Stored items:
※

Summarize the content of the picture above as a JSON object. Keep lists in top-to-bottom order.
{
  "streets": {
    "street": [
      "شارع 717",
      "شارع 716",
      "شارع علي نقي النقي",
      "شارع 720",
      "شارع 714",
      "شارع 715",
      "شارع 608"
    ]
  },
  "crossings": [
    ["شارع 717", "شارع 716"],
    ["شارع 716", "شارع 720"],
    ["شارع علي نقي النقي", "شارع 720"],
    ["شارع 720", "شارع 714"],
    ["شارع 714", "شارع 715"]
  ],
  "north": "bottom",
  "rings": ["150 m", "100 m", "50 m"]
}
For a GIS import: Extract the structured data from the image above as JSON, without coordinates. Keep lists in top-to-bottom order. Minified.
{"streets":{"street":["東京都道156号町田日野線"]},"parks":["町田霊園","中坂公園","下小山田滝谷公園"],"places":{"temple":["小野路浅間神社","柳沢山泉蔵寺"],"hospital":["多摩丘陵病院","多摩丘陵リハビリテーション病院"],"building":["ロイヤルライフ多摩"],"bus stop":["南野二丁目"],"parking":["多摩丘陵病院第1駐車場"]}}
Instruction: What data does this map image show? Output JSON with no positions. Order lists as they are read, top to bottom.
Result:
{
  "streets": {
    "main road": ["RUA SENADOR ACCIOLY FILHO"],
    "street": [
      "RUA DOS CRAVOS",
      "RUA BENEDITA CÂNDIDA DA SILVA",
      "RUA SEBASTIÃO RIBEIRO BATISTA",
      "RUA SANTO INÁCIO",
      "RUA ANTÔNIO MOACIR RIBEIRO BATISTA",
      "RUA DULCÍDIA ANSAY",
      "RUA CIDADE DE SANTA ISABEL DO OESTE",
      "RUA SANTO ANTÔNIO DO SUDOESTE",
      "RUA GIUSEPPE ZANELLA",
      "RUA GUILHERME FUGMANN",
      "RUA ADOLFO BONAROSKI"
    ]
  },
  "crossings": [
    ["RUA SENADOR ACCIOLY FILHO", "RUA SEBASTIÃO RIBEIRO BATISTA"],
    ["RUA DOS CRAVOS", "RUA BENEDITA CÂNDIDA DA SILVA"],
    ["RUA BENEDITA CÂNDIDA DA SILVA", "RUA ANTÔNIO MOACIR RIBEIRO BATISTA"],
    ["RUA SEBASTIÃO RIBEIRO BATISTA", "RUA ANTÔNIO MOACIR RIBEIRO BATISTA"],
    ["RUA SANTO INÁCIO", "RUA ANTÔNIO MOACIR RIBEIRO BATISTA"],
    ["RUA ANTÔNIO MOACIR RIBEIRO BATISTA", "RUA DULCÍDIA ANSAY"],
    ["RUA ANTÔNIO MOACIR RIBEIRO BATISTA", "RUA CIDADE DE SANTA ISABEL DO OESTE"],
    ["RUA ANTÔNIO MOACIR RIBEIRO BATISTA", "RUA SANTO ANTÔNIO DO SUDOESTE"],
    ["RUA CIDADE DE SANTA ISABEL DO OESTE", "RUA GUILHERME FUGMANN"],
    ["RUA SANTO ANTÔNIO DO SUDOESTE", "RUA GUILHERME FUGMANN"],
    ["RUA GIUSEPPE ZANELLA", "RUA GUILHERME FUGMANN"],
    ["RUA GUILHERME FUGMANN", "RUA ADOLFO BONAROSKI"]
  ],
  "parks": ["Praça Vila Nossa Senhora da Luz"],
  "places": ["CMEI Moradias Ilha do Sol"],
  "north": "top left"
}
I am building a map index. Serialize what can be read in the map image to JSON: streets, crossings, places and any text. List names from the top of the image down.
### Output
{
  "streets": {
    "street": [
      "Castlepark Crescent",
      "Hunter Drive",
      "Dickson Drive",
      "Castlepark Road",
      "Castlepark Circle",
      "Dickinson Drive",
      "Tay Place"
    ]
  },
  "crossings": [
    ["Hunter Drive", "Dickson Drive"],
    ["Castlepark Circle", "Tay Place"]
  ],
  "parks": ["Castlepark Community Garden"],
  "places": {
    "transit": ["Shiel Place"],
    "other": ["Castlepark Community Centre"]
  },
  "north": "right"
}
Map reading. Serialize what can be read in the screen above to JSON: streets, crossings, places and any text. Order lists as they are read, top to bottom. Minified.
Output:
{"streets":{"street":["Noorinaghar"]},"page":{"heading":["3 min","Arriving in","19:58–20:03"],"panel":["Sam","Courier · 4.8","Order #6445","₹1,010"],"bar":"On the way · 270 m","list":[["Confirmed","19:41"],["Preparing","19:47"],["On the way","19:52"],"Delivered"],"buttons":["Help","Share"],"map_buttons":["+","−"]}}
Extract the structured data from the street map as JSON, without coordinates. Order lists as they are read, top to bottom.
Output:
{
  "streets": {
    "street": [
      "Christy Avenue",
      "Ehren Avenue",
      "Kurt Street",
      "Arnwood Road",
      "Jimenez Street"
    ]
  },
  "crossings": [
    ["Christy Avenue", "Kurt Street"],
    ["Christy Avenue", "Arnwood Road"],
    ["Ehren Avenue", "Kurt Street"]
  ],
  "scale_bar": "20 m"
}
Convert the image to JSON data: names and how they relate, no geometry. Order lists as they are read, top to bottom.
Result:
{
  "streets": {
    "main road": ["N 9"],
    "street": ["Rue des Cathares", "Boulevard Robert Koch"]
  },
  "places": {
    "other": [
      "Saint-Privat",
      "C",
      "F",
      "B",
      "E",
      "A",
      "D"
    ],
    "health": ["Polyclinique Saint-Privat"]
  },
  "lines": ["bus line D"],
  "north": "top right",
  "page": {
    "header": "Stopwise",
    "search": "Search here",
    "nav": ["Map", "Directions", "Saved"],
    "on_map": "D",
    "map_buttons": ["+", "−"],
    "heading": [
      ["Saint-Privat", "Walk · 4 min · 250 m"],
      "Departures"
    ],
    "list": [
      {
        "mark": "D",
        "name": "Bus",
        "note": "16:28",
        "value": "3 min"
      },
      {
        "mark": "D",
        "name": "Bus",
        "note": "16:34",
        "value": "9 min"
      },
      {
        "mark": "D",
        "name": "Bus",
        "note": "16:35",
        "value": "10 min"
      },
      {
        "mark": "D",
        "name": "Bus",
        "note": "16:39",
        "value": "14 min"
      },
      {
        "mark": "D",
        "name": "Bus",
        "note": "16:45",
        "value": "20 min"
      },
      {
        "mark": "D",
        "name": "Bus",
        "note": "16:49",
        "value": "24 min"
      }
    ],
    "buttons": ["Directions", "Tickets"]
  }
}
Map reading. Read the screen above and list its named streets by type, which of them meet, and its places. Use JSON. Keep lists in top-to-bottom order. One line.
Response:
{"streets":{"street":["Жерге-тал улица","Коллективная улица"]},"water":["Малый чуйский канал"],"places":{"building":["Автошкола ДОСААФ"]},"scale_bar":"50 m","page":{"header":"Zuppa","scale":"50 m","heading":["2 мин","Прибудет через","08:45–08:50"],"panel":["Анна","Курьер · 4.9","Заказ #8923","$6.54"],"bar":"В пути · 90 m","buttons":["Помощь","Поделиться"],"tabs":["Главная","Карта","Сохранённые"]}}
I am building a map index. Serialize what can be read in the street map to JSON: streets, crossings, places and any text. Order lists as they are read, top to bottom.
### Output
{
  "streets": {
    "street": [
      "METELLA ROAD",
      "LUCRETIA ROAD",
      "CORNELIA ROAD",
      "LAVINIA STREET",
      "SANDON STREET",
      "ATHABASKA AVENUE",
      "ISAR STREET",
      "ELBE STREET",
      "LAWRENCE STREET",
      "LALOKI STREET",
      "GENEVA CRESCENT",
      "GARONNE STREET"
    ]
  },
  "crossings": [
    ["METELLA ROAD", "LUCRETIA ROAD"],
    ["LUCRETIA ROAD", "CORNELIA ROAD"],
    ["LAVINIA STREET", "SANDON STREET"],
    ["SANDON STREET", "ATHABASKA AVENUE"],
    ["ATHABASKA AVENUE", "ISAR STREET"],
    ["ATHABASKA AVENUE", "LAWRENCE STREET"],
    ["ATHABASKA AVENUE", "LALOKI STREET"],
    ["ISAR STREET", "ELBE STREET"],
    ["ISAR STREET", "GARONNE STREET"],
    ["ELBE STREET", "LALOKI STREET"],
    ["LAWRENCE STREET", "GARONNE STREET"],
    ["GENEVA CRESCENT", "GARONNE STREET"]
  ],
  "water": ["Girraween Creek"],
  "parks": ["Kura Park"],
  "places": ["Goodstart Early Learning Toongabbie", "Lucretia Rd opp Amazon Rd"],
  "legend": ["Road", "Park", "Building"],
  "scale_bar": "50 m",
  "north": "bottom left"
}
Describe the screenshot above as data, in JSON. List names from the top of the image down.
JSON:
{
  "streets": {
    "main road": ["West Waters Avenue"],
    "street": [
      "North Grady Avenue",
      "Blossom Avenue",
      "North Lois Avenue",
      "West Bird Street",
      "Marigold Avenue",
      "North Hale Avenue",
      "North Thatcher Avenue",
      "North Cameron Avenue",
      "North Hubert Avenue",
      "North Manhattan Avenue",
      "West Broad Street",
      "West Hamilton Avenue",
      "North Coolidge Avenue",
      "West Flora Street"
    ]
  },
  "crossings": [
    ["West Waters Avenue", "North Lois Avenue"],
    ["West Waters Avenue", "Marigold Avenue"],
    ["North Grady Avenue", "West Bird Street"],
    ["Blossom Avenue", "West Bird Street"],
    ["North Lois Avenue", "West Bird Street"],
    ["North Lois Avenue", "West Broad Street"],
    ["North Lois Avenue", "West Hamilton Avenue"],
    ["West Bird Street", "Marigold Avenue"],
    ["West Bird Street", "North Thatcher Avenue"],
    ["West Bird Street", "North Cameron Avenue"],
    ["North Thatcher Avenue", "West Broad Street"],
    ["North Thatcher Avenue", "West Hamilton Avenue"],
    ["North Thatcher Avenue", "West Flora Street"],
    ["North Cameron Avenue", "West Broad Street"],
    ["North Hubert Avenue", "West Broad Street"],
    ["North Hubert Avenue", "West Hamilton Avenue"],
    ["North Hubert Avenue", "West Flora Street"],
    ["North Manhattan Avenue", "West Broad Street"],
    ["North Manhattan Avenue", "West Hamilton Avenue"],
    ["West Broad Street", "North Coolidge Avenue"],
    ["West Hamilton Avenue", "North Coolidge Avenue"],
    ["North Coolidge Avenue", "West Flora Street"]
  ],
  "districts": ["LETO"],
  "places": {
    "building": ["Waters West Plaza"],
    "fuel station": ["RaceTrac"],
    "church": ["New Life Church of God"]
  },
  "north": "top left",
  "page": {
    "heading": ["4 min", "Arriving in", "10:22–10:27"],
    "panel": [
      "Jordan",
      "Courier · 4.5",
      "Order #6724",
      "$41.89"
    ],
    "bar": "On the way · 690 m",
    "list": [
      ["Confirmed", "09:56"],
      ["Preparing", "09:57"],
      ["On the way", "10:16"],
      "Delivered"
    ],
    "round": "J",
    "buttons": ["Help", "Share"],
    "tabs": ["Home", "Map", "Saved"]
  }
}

※

-- What the exercise asks --
Among the lines above, return each one holding the string "GARONNE".

-- Solution to this exercise --
      "GARONNE STREET"
    ["ISAR STREET", "GARONNE STREET"],
    ["LAWRENCE STREET", "GARONNE STREET"],
    ["GENEVA CRESCENT", "GARONNE STREET"]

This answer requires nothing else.